Wednesday, November 28, 2007

Going Big, Getting High

Ficksburg, 10:33. I’m ready for sun, sweat and soil. I’m scared. I’m excited. I’m in a town that feels like a frontier sort of place. I won’t be surprised if I see a couple of cowboys walking down the street, heading for the OK Corral. I can already see what’s in store for me – very tall mountains, the Maloti’s – rising to an ominous blur of blue and purple. I’m traveling on my own through Eastern Lesotho. Well, not exactly. I’ve got something BIG, to get me across the Roof of Africa in a single day.

At the border post of Maputsoe, I get a taste of what’s to come. Nobody knows anything about my intended route. No one knows whether the roads are still impassable due to heavy rains, or how long my route might take. Somehow this distills my nerve, restores my wits. I’m heading into the unknown and there’s nothing else to it. I’m expecting to flash across the mountains in a blur of silver, and to emerge on the other side, at Sani, in the late, perhaps even early afternoon. Silly boy.

I’m taking an unusual route. It looks something like an upside down ‘5’. This means it’s a much longer road to the other side of The Roof. Instead of going via Oxbow, I’m turning off at Hlotse and heading past Katse Dam towards Thaba Tseka before turning sharply towards Mokhotlong, where my road meets the conventional one and passes right beside Southern Africa’s highest point. After that, I descend down a road too steep for most vehicles – the Sani Pass, with a gradient of 1:6. After only a few minutes, my cellphone loses it’s signal.

At Hlotse (a name reminiscent of Lhotse, the peak adjacent to Everest), I pass the turn off to Thaba Tseka. I could easily have gone on, but I turn my sleek vessel around, and head towards rougher country, and even rougher roads. Meanwhile, the scenery around me is changing. The first thing I notice is how different this landlocked country is to my own. Lesotho immediately feels different. There are no fences beside the strip of tar that shoots and swings across muscular green countryside. This already gives an impression of freedom, and vertigo, and exposure to the outdoors. Roofs are held down with large rocks. But more charming than anything, are the people. Children all over Lesotho shout, “GIVE ME MONEY!” as you pass by. I find a flock of blue frocked schoolgirls, weeding a vegetable garden. Then I encounter a shepherd boy with a painted face, dressed in vivid red. I find the same dress code repeated over and over: gum boots, a colorful blanket, a shepherd’s staff and a winter hat. This pattern is found across this mountain Kingdom, and it soon becomes clear why. My road suddenly flies steeply upward, along the dragon’s back.
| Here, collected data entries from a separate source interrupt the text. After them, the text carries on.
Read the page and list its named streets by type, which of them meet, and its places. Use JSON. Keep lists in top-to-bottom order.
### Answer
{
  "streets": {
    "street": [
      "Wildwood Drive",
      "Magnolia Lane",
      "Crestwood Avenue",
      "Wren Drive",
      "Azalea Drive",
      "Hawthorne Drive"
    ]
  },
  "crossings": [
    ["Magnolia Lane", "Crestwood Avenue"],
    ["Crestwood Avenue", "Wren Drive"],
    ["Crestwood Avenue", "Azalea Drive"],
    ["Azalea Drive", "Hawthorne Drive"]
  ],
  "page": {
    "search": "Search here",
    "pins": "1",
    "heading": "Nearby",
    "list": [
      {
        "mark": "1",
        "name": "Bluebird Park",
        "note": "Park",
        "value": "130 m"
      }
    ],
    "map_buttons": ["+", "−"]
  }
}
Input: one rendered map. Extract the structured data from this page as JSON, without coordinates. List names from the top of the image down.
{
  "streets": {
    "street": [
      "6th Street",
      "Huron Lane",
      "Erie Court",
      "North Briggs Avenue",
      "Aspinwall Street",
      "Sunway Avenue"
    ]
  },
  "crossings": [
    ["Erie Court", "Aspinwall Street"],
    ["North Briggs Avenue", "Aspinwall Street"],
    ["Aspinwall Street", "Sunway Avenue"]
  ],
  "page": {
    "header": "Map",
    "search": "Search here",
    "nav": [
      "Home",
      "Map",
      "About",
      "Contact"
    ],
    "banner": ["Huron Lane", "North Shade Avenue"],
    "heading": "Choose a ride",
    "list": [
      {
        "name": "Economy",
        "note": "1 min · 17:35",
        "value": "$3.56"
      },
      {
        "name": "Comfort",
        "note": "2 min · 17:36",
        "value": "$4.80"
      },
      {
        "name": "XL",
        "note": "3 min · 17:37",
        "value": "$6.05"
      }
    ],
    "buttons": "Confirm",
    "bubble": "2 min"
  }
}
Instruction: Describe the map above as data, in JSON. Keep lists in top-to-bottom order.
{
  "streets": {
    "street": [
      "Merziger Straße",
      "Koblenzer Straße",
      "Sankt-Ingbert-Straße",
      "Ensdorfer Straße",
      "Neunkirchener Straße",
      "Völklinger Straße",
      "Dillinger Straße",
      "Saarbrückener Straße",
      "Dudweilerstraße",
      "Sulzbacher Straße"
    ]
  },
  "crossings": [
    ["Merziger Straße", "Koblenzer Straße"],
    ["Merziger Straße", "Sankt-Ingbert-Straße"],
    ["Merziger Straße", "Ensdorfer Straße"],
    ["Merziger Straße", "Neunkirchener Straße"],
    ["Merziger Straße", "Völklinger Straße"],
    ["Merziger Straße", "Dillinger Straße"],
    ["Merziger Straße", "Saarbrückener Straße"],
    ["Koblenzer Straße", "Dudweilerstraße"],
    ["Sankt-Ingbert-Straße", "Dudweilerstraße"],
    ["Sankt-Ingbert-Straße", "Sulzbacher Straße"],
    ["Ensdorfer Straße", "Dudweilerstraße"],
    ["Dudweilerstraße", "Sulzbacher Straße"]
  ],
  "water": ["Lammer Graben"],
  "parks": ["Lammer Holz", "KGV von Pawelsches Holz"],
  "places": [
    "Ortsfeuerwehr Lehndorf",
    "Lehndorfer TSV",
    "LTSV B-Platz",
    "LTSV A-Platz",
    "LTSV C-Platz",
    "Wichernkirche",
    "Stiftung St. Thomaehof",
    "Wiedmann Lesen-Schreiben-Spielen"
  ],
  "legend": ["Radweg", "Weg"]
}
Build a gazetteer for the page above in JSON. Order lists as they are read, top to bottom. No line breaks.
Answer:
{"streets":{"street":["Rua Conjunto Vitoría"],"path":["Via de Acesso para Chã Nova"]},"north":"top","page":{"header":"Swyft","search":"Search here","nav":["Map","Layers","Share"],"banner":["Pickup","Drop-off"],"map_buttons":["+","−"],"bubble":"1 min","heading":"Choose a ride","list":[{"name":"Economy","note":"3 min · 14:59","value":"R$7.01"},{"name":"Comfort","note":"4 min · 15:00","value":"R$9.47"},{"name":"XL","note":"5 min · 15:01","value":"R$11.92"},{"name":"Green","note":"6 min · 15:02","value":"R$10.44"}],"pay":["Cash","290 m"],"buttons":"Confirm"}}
Pitseng, 11:40. If I had any doubts about my road, they were eclipsed first by a pair of intrepid (and apparently very strong) cross-country cyclists. The pair – one from Canada and one from Holland – had cycled (and walked) the route I’d mapped out, in reverse. They said the rivers were coming down in spate, but were able to get themselves and their bicycles across the worst using a small ferry. They pulled out a map, warning me, “Don’t get lost!” and showed me a possible alternative 4x4 route I could take if the Senqu (one of the sources of the Orange) was still roaring over roads. More than anything, their confidence and joie de vivre fused into me. And second, when I was lifted high on the shoulders of the Mafika Lisiu Pass (3090m) knowing their travails had taken them over these self same roads, I was fully inspired to follow this road to its end.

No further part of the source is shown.